Locals and visitors arriving to Durango-La Plata County Airport are met with an image of Phil’s World, the iconic trail system that winds through piñons and junipers, east of Cortez and 45 minutes west of Durango. Phil’s World lives up to its world-class mountain biking status and is one of many stunning landscapes that make the Southwest the extraordinary place that it is.
But Phil’s World is primarily on Bureau of Land Management land and a drilling lease was recently proposed there.
Also, Mesa Verde National Park and Canyons of the Ancients National Monument are vulnerable. Drilling is allowed nearby, which could impact their values.
It’s difficult to get our heads around oil and gas development in areas of outstanding archaeological significance, but unless BLM prioritizes the “sustained yield” – or conservation – part of its mission, this risk is real.
So we’re calling on the Biden administration and Interior Secretary Debra Haaland to provide direction to BLM in Colorado on using conservation tools to protect the delicate, otherworldly places here in our backyard.
Some startling figures. In Colorado, 91% of lands managed by BLM are open to oil and gas development. Also in our state, of 8.3 million acres of BLM lands, only 16% are protected. In BLM’s Southwest Tres-Rios Field Office, little is managed for protection of wildlands and wildlife – only about 13%. Five Wilderness Study Areas total 50,000 acres and three Areas of Critical Environmental Concern add up to 14,000 acres; yet, there is no permanently designated BLM wilderness in the Southwest.
This concerns us.
Now is the time for BLM to put its thumb on the scale and administratively protect – and balance – more of what it manages.
Don’t get us wrong. The BLM is fantastic at managing the multiple-use part of its mission – sharing land with the energy industry and ranchers who graze cattle and those of us keen on recreating in gorgeous places.
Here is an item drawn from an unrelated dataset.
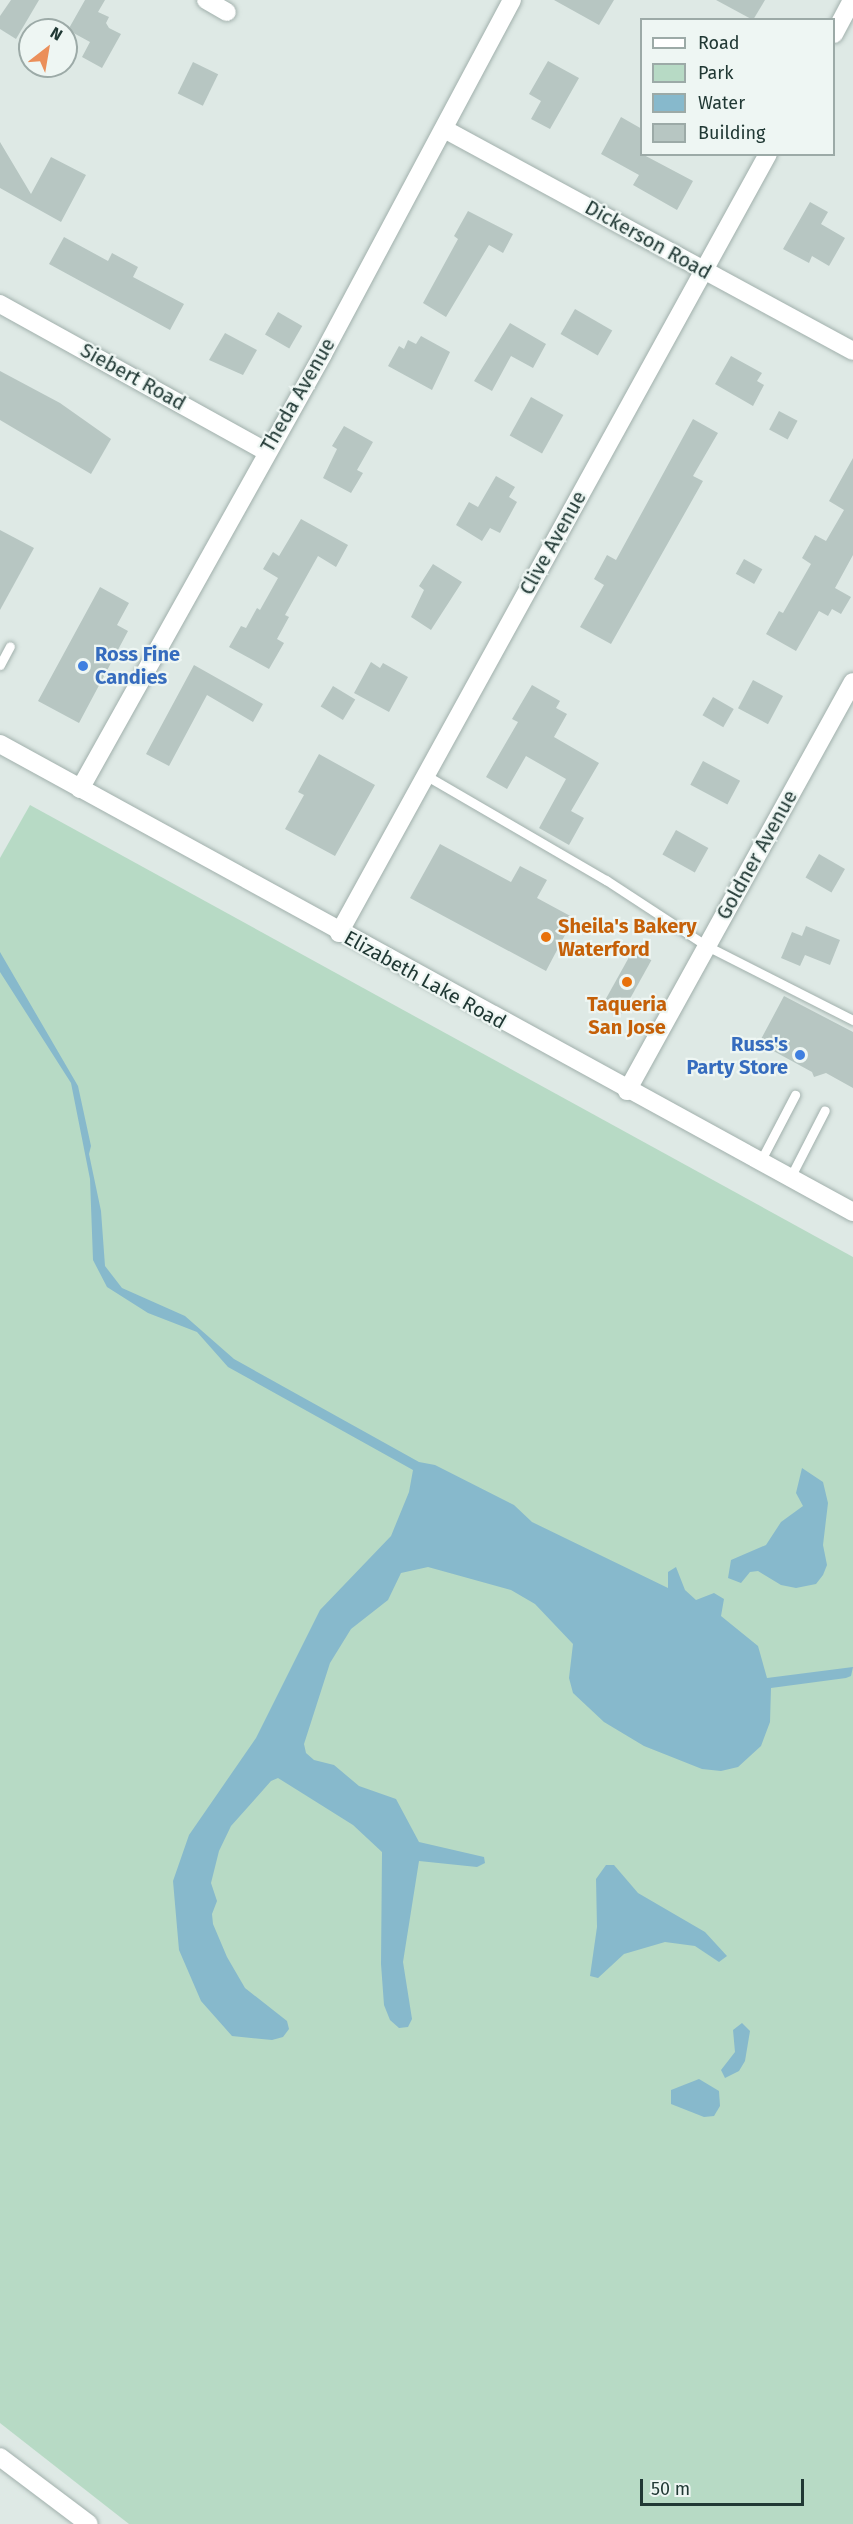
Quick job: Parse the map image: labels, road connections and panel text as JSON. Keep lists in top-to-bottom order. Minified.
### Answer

But the conservation part of BLM’s mission needs serious attention.
We’re not laying blame. In 1976, the passage of the Federal Land Policy and Management Act changed BLM’s mission to retain public lands and manage them for “multiple uses and sustained yield through land-use planning.” Since then, the agency has had its hands full. Congress has slowly starved the BLM. And with Grand Junction as BLM’s Western headquarters, we expect to be heard. Loudly. Clearly.
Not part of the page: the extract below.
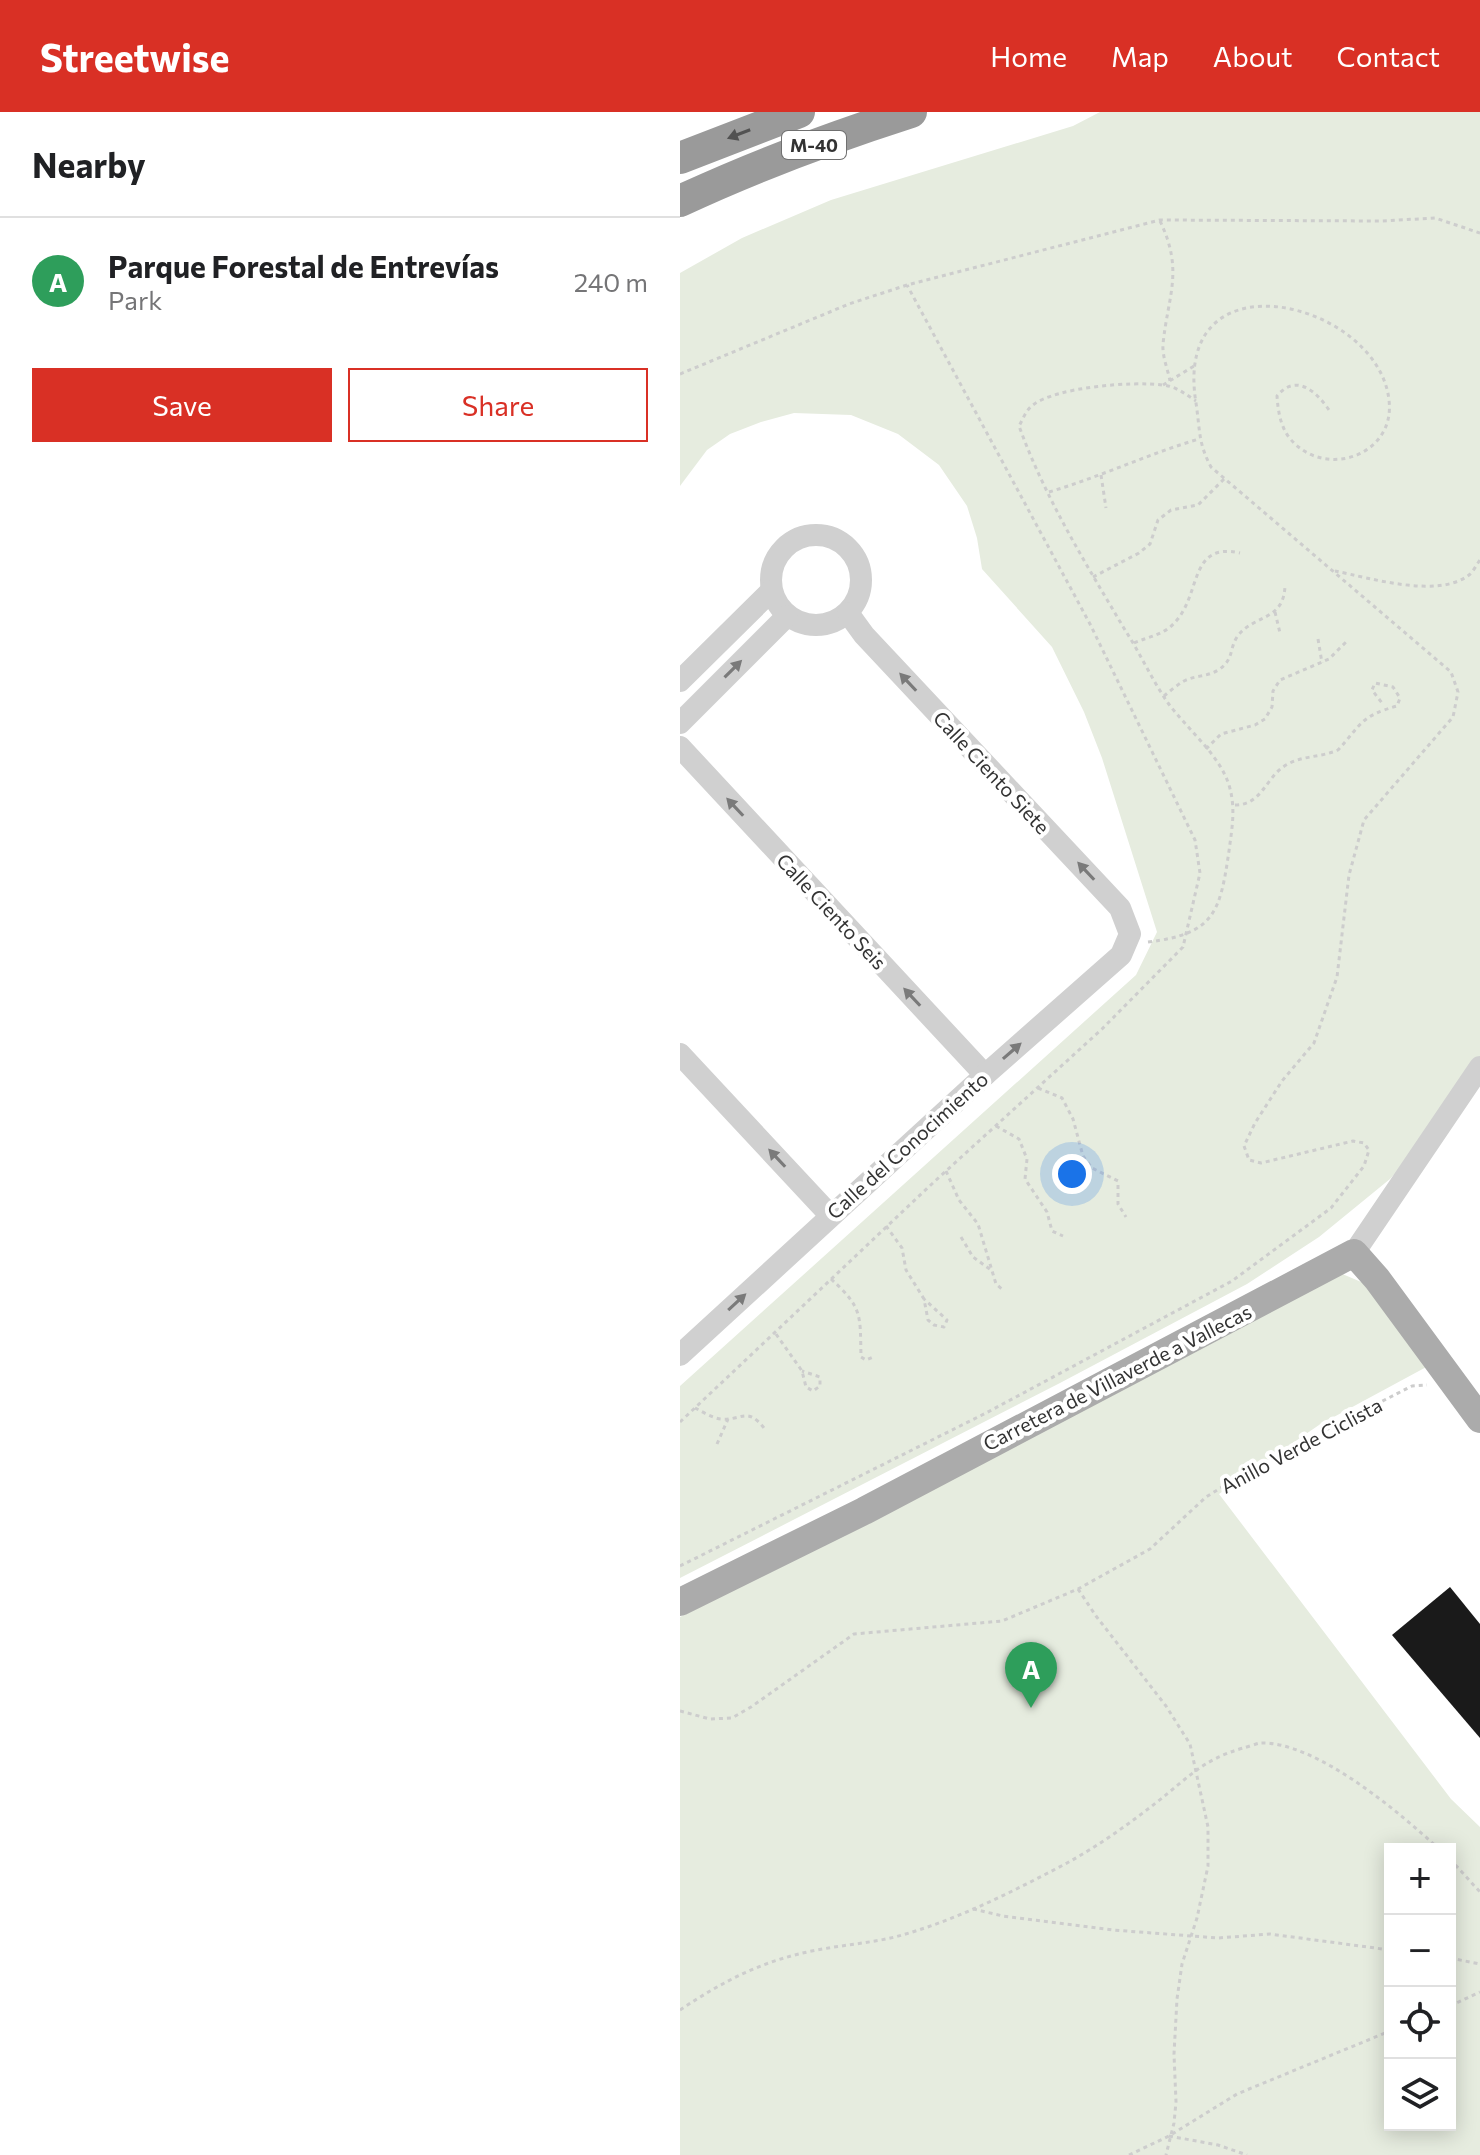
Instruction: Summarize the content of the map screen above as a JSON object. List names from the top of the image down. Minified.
{"streets":{"highway":["M-40"],"main road":["Carretera de Villaverde a Vallecas"],"street":["Calle Ciento Siete","Calle Ciento Seis","Calle del Conocimiento"],"path":["Anillo Verde Ciclista"]},"crossings":[["Calle Ciento Siete","Calle del Conocimiento"],["Calle Ciento Seis","Calle del Conocimiento"]],"one_way":["Calle Ciento Siete","Calle Ciento Seis","Calle del Conocimiento"],"page":{"header":"Streetwise","nav":["Home","Map","About","Contact"],"heading":"Nearby","list":[{"mark":"A","name":"Parque Forestal de Entrevías","note":"Park","value":"240 m"}],"buttons":["Save","Share"],"pins":"A","map_buttons":["+","−"]}}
With the impact of climate change and the biodiversity crises, the continual threat of wildfires and drought, it makes sense that BLM lift up sustained yield and manage for conservation, with the same vigor and breadth it has shown for multiple uses.
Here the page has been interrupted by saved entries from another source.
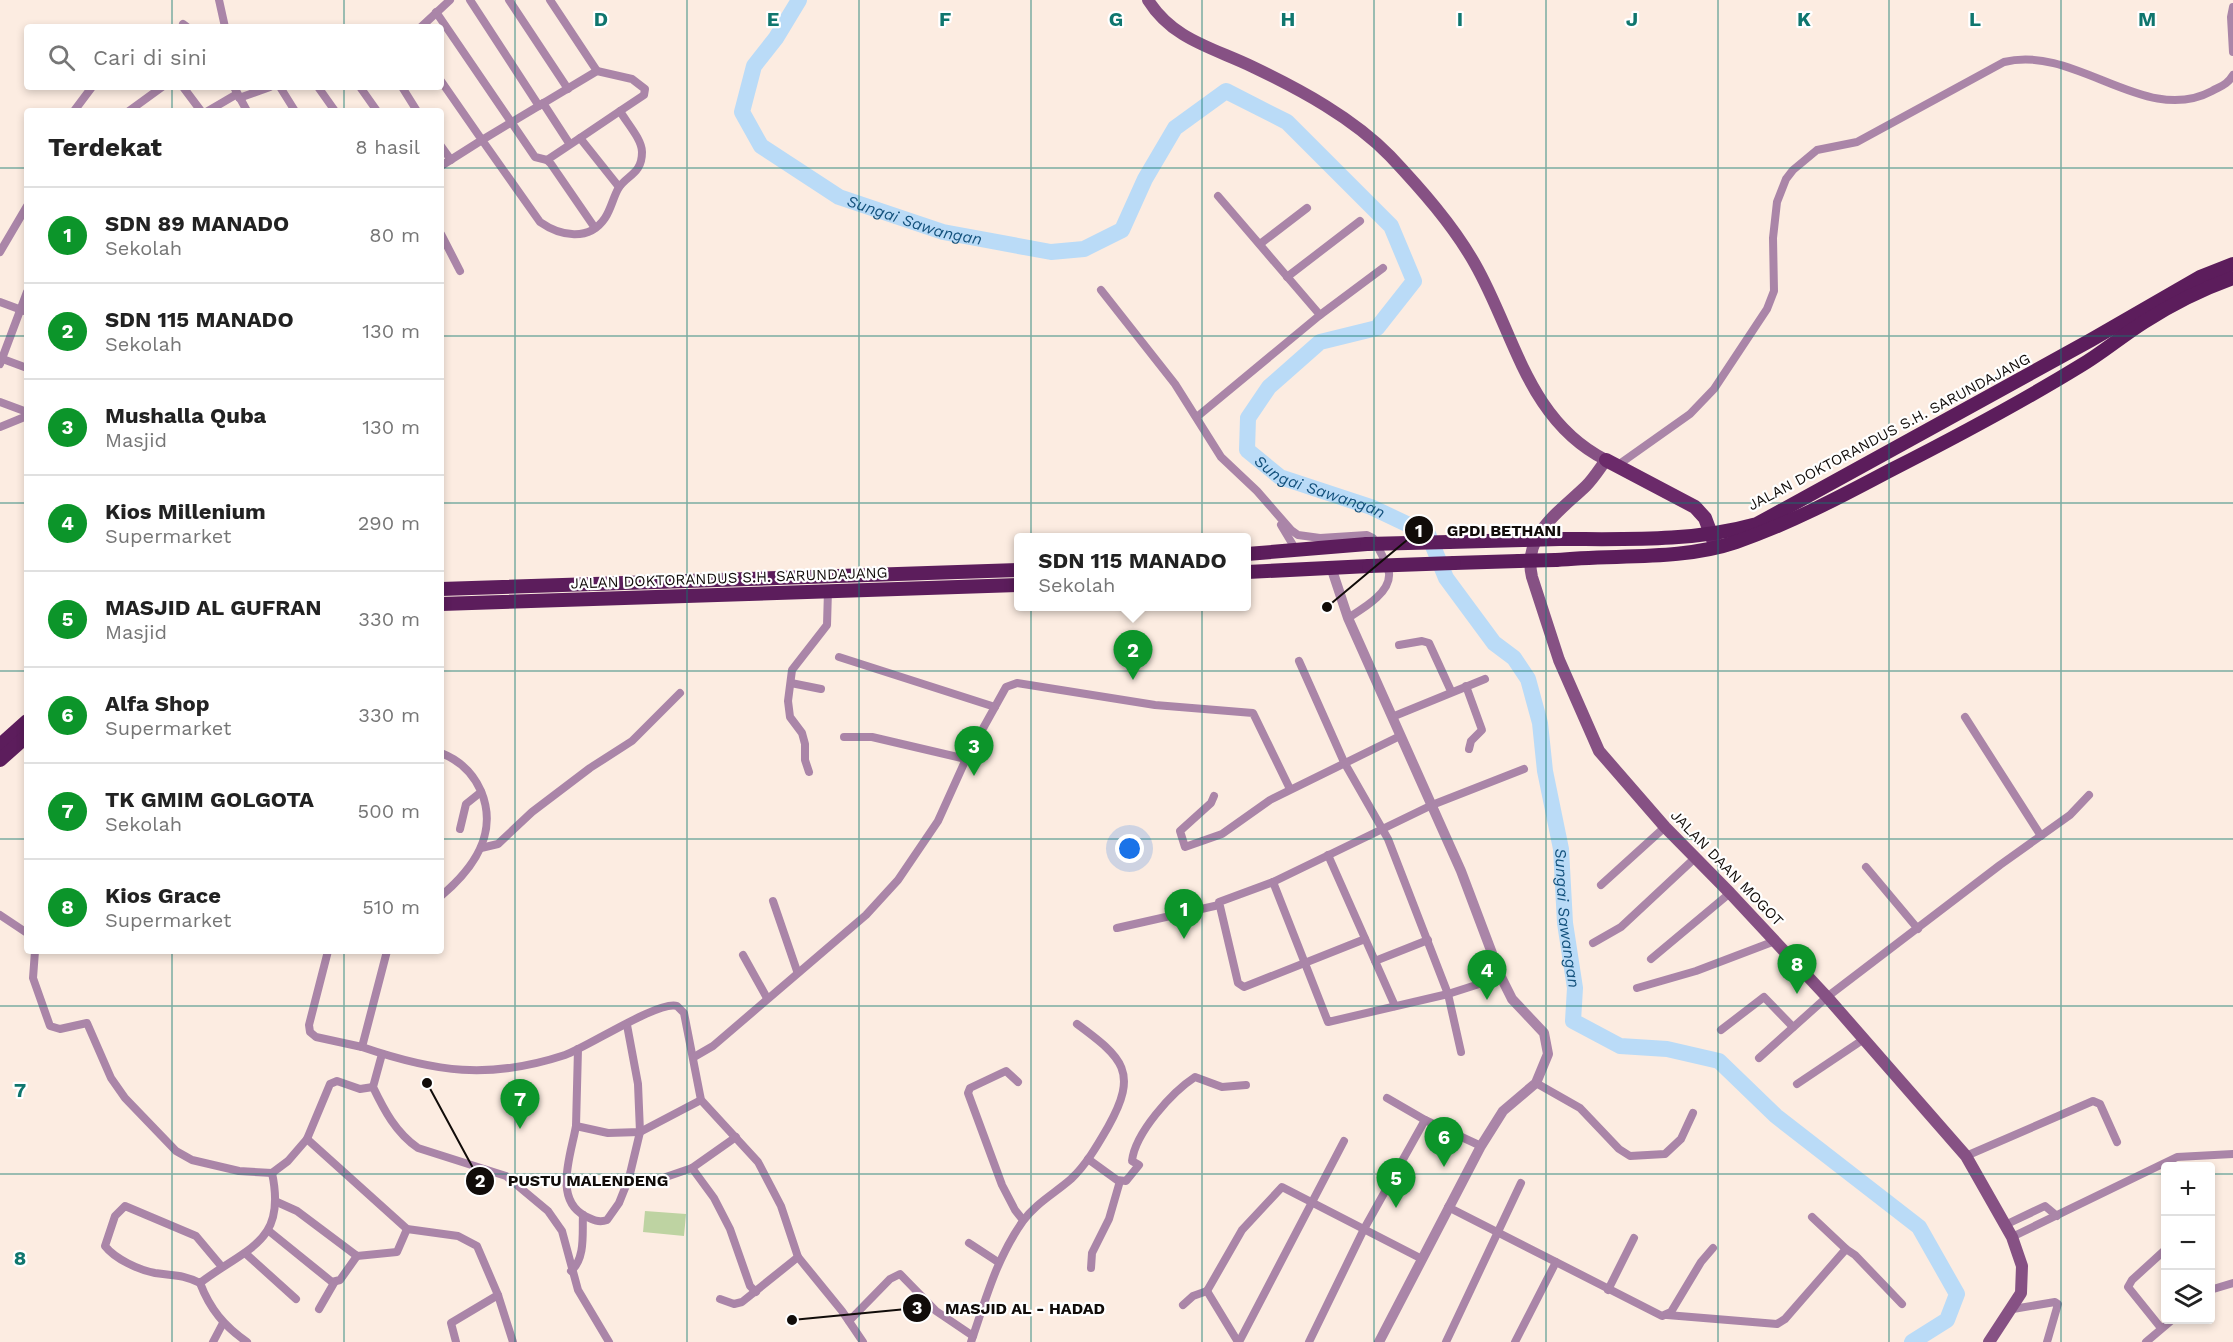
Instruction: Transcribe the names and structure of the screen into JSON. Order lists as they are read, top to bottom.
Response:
{
  "streets": {
    "highway": ["JALAN DOKTORANDUS S.H. SARUNDAJANG"],
    "main road": ["JALAN DAAN MOGOT"]
  },
  "water": ["Sungai Sawangan"],
  "places": ["GPDI BETHANI", "PUSTU MALENDENG", "MASJID AL - HADAD"],
  "page": {
    "search": "Cari di sini",
    "heading": ["Terdekat", "8 hasil"],
    "list": [
      {
        "mark": "1",
        "name": "SDN 89 MANADO",
        "note": "Sekolah",
        "value": "80 m"
      },
      {
        "mark": "2",
        "name": "SDN 115 MANADO",
        "note": "Sekolah",
        "value": "130 m"
      },
      {
        "mark": "3",
        "name": "Mushalla Quba",
        "note": "Masjid",
        "value": "130 m"
      },
      {
        "mark": "4",
        "name": "Kios Millenium",
        "note": "Supermarket",
        "value": "290 m"
      },
      {
        "mark": "5",
        "name": "MASJID AL GUFRAN",
        "note": "Masjid",
        "value": "330 m"
      },
      {
        "mark": "6",
        "name": "Alfa Shop",
        "note": "Supermarket",
        "value": "330 m"
      },
      {
        "mark": "7",
        "name": "TK GMIM GOLGOTA",
        "note": "Sekolah",
        "value": "500 m"
      },
      {
        "mark": "8",
        "name": "Kios Grace",
        "note": "Supermarket",
        "value": "510 m"
      }
    ],
    "popup": ["SDN 115 MANADO", "Sekolah"],
    "pins": [
      "2",
      "3",
      "1",
      "8",
      "4",
      "7",
      "6",
      "5"
    ],
    "map_buttons": ["+", "−"]
  },
  "grid": {
    "columns": [
      "D",
      "E",
      "F",
      "G",
      "H",
      "I",
      "J",
      "K",
      "L",
      "M"
    ],
    "rows": ["7", "8"]
  }
}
Big game. Recreation. The 360-degree beauty of remote lands. It’s why we live here. And it’s what 80% of Rocky Mountain West voters want, shown in support of the national goal of conserving 30% of land and waters in the U.S. by 2030.
The Dolores River Corridor is a fine example of what’s needed. About 30 years ago, the Wilderness Study Area of Slick Rock Canyon, a 30-mile, deeply cut meandering stretch of the Dolores River, was recommended for official wilderness protection. The WSA designation allowed local communities to continue working with lawmakers on longer term protection.
At the time, the BLM wrote that Slick Rock Canyon was recommended because of its “outstanding natural scenery, opportunities for solitude and primitive, unconfined recreation and for its ecological diversity.” The BLM called the “scenic geological grandeur” of Slick Rock Canyon “one of the most spectacular desert river canyons in the United States.”
This is the kind of scenario where BLM headquarters can provide more direction for field managers. How to dust off, sharpen and shine their conservation tools, and safeguard what’s important.
We’re all about sustaining our quality of life. We need the BLM’s bold action to do it, while listening to people in the Southwest.